BY KATE HUNTER
I realised I couldn’t be a journalist in the first five minutes of my first journalism lecture.
It was February 1985, my seat was sticky with sweat and the lecturer’s pen was leaking a purple splodge into the pocket of his short-sleeved shirt. I remember watching that stain spread. I remember being bored, and I remember thinking, if this is journalism, I’ve made a hideous mistake.
The lecture was about media ownership. I didn’t care about it then, and I’m not all that interested it now.
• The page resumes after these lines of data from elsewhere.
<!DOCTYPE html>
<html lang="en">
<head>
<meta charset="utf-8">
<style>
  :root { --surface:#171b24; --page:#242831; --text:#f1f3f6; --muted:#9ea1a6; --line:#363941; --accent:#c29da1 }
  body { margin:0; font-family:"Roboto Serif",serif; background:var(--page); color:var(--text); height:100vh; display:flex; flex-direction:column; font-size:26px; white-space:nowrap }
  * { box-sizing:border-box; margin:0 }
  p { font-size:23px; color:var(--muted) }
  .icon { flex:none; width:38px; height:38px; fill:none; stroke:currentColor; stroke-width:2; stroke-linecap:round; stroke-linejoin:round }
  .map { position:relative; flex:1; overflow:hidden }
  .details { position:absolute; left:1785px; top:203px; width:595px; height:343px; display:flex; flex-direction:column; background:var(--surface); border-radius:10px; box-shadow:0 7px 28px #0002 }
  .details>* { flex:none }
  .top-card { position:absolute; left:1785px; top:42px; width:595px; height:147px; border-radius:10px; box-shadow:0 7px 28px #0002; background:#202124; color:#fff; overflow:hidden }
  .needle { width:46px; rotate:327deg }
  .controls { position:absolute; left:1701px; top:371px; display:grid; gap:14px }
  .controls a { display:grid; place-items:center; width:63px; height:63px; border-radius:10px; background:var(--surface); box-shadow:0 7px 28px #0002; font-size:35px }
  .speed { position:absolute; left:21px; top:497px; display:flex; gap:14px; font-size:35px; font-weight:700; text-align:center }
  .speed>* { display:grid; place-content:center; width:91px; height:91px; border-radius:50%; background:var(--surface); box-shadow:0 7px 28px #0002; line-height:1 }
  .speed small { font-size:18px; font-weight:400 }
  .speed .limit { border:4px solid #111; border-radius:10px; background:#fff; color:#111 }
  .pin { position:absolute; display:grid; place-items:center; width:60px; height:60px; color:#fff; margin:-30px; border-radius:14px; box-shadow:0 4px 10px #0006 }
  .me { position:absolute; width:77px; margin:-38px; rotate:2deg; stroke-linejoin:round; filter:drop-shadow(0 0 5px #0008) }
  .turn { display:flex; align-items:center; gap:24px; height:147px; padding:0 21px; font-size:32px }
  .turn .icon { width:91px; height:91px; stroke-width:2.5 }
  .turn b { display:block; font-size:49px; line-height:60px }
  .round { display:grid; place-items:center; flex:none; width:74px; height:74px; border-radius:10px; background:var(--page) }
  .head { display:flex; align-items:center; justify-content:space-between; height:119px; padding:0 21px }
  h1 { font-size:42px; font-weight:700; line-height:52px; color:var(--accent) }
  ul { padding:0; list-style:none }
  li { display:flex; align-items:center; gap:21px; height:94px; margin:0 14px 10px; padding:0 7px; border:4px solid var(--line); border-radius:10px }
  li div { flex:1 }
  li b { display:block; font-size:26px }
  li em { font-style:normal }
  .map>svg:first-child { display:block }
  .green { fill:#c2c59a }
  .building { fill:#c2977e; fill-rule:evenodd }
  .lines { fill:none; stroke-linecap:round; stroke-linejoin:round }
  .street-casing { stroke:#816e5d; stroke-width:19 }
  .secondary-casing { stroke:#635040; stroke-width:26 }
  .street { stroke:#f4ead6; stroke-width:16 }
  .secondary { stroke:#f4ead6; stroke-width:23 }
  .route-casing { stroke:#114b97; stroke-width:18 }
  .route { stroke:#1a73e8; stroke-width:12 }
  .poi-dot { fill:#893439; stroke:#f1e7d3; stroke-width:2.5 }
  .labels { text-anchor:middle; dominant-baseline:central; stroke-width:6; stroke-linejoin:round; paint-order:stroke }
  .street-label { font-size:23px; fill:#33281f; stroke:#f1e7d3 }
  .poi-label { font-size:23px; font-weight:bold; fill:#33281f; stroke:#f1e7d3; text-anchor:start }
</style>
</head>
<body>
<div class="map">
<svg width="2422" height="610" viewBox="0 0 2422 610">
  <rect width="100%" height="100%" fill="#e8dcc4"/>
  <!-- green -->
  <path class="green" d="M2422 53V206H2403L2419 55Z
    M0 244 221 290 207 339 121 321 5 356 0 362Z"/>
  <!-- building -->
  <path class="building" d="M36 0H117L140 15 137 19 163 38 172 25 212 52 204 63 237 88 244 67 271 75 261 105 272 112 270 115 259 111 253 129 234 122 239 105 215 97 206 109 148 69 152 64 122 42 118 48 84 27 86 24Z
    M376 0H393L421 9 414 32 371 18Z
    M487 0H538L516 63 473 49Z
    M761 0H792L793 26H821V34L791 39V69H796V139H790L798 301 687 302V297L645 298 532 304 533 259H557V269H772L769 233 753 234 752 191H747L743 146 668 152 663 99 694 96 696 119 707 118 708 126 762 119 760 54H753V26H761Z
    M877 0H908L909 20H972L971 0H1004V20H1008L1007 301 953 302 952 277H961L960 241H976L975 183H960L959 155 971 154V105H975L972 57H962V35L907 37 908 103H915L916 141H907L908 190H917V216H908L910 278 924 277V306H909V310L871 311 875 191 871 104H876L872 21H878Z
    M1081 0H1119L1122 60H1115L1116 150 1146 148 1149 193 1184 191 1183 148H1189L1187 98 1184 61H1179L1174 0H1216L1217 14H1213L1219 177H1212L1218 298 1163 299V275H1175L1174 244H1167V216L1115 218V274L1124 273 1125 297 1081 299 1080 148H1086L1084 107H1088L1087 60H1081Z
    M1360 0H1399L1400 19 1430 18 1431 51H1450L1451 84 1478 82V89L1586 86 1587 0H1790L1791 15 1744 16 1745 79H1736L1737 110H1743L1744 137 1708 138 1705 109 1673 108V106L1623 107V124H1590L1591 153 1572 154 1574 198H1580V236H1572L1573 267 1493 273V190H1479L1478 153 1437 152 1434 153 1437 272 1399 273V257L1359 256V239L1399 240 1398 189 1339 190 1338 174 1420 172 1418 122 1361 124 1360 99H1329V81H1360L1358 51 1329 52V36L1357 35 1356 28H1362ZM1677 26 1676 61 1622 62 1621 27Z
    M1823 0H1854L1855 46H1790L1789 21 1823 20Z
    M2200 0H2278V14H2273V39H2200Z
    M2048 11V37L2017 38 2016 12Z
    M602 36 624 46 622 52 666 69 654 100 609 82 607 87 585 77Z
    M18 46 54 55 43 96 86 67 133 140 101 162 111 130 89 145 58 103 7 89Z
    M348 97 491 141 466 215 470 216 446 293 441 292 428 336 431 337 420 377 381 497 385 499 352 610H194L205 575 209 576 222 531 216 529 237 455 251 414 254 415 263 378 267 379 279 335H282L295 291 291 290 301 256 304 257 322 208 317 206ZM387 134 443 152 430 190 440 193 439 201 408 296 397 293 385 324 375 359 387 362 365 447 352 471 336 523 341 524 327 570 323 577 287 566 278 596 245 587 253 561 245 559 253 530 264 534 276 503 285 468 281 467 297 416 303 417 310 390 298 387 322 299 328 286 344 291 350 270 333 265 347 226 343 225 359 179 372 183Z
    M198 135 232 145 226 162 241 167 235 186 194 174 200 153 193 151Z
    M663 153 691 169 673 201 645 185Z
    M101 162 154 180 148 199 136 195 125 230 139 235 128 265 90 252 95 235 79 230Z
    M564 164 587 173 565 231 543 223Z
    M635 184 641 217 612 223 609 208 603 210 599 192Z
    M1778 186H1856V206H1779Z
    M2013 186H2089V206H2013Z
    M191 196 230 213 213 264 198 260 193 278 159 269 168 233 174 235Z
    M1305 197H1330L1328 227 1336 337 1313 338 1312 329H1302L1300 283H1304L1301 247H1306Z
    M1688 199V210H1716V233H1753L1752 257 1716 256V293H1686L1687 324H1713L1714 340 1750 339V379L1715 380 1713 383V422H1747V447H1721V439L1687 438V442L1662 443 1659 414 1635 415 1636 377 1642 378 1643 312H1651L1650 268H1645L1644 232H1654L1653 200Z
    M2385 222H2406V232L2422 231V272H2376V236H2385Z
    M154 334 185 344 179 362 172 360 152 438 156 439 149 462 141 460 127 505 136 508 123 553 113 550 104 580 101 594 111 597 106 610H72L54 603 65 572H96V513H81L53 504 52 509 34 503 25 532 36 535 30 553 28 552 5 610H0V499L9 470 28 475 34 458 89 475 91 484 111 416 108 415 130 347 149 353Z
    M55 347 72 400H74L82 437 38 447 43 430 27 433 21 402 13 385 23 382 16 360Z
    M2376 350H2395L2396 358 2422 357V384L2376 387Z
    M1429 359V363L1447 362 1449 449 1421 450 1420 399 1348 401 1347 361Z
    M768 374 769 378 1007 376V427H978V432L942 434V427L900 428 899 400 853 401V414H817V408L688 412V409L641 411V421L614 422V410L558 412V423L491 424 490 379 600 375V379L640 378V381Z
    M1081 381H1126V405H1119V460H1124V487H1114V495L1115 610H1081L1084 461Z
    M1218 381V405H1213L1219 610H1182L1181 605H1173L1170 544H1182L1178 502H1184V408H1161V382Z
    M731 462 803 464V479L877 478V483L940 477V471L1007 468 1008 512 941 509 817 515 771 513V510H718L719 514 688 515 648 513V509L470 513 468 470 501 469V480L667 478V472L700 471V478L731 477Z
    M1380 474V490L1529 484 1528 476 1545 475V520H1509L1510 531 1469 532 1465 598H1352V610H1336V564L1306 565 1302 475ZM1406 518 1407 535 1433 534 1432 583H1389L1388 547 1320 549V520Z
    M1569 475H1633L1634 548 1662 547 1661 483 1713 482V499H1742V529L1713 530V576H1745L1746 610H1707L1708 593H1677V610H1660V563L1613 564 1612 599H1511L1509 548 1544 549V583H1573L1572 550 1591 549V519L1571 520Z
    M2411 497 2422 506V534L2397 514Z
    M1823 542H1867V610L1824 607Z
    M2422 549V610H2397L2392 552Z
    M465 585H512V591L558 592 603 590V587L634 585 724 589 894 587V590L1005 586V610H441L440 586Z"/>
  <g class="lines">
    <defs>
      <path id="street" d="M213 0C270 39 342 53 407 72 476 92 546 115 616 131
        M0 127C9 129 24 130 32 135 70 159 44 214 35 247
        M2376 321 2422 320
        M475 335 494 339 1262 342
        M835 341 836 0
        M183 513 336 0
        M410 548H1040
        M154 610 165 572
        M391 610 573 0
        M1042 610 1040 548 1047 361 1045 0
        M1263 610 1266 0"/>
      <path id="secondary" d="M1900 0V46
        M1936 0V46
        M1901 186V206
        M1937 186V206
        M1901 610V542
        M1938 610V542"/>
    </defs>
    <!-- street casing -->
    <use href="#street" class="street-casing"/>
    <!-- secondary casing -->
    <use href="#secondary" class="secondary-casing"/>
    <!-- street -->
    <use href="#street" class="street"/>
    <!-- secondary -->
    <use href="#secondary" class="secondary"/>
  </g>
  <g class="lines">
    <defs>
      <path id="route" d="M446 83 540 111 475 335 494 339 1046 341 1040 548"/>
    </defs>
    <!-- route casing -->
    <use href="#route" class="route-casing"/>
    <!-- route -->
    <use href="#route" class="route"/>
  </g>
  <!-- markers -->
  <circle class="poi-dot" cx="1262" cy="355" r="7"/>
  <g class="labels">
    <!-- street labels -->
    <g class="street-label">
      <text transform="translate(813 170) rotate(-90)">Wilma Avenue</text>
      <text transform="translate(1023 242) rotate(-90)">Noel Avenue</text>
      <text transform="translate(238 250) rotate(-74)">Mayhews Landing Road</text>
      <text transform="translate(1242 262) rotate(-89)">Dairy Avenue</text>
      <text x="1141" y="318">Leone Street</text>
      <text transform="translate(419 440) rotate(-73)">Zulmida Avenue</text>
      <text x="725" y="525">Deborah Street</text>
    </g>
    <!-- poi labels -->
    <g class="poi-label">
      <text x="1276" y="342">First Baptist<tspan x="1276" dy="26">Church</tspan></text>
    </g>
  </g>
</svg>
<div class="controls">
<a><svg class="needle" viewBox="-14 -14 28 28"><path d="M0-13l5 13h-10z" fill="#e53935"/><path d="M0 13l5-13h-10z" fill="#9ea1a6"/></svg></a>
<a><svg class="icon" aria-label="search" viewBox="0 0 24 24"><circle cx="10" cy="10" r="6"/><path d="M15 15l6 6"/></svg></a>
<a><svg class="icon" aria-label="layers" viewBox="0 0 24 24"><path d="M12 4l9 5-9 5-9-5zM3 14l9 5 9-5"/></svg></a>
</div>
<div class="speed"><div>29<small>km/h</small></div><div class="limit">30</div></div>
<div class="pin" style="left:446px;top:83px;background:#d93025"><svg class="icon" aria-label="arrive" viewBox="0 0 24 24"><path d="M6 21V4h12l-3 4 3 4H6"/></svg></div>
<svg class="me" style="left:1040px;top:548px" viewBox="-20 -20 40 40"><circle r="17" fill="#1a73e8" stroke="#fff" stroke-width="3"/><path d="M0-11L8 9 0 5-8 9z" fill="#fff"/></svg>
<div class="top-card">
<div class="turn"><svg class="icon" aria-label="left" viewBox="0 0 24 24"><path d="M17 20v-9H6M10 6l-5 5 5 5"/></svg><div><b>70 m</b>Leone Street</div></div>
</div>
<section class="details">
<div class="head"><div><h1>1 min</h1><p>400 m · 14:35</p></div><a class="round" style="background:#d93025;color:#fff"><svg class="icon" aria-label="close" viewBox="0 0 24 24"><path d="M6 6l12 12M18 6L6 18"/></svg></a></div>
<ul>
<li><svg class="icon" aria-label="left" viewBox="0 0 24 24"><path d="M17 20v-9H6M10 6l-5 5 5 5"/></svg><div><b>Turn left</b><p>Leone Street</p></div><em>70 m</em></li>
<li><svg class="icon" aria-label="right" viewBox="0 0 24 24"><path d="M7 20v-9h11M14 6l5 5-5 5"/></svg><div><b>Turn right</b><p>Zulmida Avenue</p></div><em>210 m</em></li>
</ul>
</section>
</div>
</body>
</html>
Which is odd; I’m a voracious consumer of all kinds of media, some of my best mates are journalists and I know who owns what is very important.
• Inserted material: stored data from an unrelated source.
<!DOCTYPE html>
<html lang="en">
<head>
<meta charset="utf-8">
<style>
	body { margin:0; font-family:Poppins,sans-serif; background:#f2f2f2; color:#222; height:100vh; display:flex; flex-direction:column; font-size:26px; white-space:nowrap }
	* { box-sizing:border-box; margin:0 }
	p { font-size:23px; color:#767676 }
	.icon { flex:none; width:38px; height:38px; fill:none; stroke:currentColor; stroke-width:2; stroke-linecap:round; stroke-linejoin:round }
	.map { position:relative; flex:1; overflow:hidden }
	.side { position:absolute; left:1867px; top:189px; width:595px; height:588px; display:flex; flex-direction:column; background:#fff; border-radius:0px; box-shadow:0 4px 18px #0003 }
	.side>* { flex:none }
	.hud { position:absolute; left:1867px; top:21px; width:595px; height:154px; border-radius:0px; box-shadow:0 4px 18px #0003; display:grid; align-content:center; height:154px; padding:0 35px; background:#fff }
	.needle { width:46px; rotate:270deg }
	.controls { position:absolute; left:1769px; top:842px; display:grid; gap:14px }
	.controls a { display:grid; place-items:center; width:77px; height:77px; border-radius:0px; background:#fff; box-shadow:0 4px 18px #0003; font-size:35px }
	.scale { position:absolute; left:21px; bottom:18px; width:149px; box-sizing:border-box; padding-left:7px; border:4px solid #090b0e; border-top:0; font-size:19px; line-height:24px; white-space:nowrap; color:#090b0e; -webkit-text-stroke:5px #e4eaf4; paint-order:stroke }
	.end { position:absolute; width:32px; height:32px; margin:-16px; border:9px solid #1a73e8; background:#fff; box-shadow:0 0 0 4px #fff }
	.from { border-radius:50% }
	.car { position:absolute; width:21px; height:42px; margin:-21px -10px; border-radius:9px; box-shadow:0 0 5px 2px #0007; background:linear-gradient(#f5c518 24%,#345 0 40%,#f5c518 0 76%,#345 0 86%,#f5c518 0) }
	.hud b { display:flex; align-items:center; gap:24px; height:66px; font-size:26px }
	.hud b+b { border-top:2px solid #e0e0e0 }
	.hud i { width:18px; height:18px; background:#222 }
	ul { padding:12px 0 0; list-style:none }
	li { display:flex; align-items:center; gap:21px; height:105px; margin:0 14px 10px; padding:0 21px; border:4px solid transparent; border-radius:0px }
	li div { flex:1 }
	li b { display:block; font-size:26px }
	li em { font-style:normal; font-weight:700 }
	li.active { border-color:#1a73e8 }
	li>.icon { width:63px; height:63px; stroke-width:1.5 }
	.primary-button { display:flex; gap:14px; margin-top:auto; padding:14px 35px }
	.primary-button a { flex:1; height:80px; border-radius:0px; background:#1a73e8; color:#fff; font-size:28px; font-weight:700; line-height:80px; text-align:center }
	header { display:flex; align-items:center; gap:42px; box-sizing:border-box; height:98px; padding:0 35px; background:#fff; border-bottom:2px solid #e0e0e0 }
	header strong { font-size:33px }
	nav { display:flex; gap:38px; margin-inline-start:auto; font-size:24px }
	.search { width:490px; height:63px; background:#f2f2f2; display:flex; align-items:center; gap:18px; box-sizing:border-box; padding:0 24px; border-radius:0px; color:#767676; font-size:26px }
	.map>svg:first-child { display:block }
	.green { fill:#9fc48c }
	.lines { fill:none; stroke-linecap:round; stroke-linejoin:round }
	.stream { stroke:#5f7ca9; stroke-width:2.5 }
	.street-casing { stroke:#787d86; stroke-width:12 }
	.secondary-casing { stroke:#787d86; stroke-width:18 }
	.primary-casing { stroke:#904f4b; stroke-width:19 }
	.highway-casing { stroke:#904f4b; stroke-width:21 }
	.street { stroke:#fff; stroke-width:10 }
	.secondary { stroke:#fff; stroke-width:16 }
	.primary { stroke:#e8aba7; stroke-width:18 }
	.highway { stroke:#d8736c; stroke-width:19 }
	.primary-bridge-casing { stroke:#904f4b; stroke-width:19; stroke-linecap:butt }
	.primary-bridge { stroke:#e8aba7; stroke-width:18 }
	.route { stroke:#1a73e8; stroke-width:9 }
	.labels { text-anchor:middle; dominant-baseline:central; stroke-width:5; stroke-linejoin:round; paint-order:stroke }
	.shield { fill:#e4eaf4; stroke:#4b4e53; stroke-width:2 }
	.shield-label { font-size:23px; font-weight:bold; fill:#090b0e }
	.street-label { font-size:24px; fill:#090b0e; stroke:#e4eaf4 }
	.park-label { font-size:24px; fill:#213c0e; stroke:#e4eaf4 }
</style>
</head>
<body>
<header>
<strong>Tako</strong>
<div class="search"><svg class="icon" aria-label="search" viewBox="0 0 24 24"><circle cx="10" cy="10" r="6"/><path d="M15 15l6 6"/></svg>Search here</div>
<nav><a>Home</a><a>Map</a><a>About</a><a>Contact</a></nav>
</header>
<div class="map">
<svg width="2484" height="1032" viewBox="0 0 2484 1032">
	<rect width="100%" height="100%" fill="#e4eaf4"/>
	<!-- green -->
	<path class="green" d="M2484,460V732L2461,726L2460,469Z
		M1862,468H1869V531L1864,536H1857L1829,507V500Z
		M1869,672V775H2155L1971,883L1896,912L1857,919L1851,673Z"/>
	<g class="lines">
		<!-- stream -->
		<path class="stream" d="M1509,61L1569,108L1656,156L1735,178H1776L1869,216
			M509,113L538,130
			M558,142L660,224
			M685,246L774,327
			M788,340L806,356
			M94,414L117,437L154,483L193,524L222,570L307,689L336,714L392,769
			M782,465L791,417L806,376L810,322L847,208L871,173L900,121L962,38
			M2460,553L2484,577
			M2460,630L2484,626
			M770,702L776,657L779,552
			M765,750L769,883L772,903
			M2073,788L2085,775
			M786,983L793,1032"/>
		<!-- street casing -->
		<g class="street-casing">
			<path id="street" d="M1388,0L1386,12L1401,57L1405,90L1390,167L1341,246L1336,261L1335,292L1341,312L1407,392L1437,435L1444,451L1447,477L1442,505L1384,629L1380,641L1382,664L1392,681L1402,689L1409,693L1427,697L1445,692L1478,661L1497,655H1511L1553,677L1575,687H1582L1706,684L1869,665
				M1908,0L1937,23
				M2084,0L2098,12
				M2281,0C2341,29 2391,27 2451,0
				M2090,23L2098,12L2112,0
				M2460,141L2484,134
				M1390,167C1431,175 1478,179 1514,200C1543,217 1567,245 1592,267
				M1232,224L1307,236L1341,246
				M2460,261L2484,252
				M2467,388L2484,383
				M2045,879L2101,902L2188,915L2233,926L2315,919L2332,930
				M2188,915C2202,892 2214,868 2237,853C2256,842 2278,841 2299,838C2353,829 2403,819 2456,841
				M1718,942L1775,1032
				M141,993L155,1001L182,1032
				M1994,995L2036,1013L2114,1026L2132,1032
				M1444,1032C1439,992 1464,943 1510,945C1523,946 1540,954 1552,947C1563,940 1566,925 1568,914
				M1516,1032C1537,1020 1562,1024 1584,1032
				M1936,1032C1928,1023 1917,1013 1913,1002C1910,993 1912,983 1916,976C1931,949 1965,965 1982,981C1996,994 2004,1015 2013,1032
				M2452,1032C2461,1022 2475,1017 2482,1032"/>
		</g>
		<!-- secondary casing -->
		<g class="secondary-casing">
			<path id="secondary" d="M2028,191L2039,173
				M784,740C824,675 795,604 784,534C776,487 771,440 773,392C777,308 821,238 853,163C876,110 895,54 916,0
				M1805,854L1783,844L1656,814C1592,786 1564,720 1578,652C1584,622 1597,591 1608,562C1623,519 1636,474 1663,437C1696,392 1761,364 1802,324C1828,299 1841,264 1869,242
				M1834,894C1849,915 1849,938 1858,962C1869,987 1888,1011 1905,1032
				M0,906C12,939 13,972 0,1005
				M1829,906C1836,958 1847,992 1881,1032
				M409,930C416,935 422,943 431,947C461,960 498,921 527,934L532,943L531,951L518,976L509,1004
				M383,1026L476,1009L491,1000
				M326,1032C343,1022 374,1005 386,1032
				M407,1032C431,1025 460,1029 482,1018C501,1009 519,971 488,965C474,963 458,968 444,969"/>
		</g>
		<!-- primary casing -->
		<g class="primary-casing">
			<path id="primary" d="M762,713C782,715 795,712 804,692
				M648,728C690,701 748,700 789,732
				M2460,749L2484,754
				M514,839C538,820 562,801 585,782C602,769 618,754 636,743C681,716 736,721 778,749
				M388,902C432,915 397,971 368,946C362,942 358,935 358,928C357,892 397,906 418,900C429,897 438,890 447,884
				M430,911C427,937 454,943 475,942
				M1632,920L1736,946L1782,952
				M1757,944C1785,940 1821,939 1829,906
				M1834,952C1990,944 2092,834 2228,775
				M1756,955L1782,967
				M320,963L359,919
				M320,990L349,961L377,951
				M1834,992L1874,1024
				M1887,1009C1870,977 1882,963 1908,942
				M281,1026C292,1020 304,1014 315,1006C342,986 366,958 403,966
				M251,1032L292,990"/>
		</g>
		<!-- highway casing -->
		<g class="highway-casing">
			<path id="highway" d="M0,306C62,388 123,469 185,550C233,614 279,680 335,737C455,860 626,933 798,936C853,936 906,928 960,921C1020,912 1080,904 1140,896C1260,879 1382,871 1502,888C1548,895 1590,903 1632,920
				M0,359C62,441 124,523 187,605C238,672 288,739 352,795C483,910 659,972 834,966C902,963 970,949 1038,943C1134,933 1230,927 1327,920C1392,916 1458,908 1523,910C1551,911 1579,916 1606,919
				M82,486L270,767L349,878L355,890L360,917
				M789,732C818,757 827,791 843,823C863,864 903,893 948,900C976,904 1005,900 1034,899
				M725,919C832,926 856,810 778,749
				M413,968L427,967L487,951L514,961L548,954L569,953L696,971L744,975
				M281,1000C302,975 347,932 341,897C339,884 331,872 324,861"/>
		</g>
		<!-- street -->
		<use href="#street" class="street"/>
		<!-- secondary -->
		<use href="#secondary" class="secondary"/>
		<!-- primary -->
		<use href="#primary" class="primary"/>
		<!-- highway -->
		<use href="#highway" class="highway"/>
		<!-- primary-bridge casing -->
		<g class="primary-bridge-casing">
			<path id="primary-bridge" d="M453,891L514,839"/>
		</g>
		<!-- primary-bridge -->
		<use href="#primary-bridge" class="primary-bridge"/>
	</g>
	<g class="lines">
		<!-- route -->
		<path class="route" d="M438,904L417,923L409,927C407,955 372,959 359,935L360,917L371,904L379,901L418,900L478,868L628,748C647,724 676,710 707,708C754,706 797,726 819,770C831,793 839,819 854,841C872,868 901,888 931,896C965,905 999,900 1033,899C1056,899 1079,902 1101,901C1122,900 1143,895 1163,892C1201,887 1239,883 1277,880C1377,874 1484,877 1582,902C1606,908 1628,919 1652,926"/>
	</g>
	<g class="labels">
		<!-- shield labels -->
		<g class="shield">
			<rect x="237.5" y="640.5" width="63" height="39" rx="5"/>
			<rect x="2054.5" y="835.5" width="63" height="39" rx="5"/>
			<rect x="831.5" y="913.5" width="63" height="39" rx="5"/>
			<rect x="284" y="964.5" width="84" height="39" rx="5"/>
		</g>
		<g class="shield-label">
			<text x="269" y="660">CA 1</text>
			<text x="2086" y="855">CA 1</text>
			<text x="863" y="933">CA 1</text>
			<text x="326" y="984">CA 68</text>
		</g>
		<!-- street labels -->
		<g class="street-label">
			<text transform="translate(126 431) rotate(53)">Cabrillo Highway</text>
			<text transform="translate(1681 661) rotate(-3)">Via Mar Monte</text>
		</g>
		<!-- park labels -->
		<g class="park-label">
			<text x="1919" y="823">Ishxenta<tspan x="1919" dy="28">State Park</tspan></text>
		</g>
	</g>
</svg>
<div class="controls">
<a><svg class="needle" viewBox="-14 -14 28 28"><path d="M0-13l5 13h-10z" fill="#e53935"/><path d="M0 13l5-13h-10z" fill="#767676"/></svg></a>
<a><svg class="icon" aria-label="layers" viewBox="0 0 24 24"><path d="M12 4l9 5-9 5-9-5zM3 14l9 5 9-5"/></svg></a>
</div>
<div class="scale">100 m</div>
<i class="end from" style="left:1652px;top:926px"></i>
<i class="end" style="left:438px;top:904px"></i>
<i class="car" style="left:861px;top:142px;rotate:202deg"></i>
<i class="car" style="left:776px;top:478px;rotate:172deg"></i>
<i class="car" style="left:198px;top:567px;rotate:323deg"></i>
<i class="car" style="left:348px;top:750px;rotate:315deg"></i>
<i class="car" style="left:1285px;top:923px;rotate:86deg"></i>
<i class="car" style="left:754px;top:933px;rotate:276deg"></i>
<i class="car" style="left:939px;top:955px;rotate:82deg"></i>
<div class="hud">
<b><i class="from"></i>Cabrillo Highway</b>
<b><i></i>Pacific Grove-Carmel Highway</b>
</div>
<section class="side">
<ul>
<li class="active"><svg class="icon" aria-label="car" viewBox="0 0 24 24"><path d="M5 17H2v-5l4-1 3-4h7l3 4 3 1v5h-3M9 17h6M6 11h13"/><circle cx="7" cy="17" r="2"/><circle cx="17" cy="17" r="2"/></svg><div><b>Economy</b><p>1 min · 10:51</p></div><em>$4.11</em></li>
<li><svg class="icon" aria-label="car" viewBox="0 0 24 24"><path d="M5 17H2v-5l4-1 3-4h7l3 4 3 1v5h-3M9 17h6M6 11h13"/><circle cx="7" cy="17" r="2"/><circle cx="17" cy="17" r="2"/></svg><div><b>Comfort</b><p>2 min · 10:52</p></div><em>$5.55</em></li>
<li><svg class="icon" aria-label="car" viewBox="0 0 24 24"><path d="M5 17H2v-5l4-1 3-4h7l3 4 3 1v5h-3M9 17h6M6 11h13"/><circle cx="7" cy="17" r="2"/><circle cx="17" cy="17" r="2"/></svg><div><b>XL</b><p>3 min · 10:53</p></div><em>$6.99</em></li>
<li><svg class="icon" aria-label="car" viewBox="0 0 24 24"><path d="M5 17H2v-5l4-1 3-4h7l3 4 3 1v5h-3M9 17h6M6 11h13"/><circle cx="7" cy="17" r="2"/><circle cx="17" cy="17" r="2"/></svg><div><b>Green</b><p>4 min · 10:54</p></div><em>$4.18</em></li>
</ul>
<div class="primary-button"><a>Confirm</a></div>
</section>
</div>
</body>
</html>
But here’s my selection criteria: If it’s interesting, I’ll read it, watch it, listen to it. If it’s boring, I won’t.
Does that make me a mindless consumer? Possibly, but it seems that recently, when something unpalatable is written the response is, ‘Typical Fairfax,’ or ‘There’s Murdoch, up to his old tricks,’ or yes, even, ‘Here we go, Mia Freedman has rallied her acolytes again.’
It’s much cooler in some circles to discuss who owned the media than the actual message. I know one academic who says to his newsagent of a Saturday morning, ‘I’ll take a Fairfax and two Murdochs, thanks.’ What a toss.